Sunday 11 May 2008

Encouragement from the Ordinary - Review of Liberating Ministry from the Success Syndrome

I hope you’ll forgive the prolonged period between instalments on the Hughes’ book (a little thing called clergy conference got in the way). Anyway, back to it. The Hughes are setting out in the second part of their work, Liberating Ministry from the Success Syndrome, a series of encouragements to pastors. The next they turn to is encouragement from the ordinary.
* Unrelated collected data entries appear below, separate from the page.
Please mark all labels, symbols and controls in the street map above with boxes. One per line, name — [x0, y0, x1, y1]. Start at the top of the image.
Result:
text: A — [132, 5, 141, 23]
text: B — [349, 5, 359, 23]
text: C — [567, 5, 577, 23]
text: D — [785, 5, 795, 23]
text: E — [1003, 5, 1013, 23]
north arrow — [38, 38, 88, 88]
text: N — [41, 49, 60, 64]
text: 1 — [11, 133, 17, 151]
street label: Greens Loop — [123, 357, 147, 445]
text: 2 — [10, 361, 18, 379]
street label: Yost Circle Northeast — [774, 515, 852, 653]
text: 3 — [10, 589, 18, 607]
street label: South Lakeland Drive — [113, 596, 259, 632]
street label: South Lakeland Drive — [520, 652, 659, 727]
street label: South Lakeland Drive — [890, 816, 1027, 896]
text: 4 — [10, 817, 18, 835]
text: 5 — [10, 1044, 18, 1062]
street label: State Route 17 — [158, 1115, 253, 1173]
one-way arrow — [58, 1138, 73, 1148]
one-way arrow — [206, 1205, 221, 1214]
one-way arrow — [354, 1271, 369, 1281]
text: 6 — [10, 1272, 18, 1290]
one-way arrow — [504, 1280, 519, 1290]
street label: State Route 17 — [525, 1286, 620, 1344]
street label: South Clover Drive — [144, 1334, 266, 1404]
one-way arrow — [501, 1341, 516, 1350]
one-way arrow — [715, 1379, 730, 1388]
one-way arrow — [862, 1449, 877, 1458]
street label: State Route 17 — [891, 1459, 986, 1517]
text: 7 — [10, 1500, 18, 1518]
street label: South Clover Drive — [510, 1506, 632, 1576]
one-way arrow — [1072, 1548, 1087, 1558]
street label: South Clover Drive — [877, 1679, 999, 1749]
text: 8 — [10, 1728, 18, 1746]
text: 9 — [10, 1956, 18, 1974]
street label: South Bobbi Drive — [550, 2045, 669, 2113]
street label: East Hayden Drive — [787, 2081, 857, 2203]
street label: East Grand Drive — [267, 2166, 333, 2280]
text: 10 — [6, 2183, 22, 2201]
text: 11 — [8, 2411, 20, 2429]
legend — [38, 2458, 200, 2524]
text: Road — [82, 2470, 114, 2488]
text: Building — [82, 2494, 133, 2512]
Essentially, they say that we can take encouragement from the fact that God uses ordinary people to do his work. This is a vitally helpful point given their earlier comments on the encouragement that comes from the call (see here for my comments/rant). Their point is thoroughly God-glorifying – God’s greatness is seen most clearly in our ordinariness. They take the disciple Andrew as an example – first called, but not a prominent apostle. He is characterised by his thoughts for others (John 1:40-42), his optimism of Christ’s power (John 6:5-9), and his belief that all were welcome to come to Jesus (John 12:20-22). They also turn to 2 Cor 4 and Paul’s language of jars of clay. While they run the risk of seeing ordinariness as itself something to boast in (see, for example, their comment that “Ordinary Andrews become vehicles for the extraordinary. There is glory in the ordinary!”), I believe that their primary point is theocentric – God uses the plain, ordinary, usual things of this world for His glory.

It results in three suggested responses – to thank God for our ordinariness, to thank God for any extraordinary gifts he has given us, and to thank God for the call to ministry, for “it is the ministry that fosters in us a profound awareness of our ordinariness and inadequacy.” While personally I find the last of these three responses a little odd given the direction of the rest of the chapter, I can understand why they include it. There is encouragement from the ordinary. There is encouragement that through these frail and weak men and women God is pleased to have his gospel go forth. There is encouragement that we bring nothing to the table, and yet God is bringing all things in heaven and earth together under the headship of Christ through the ministry of his people.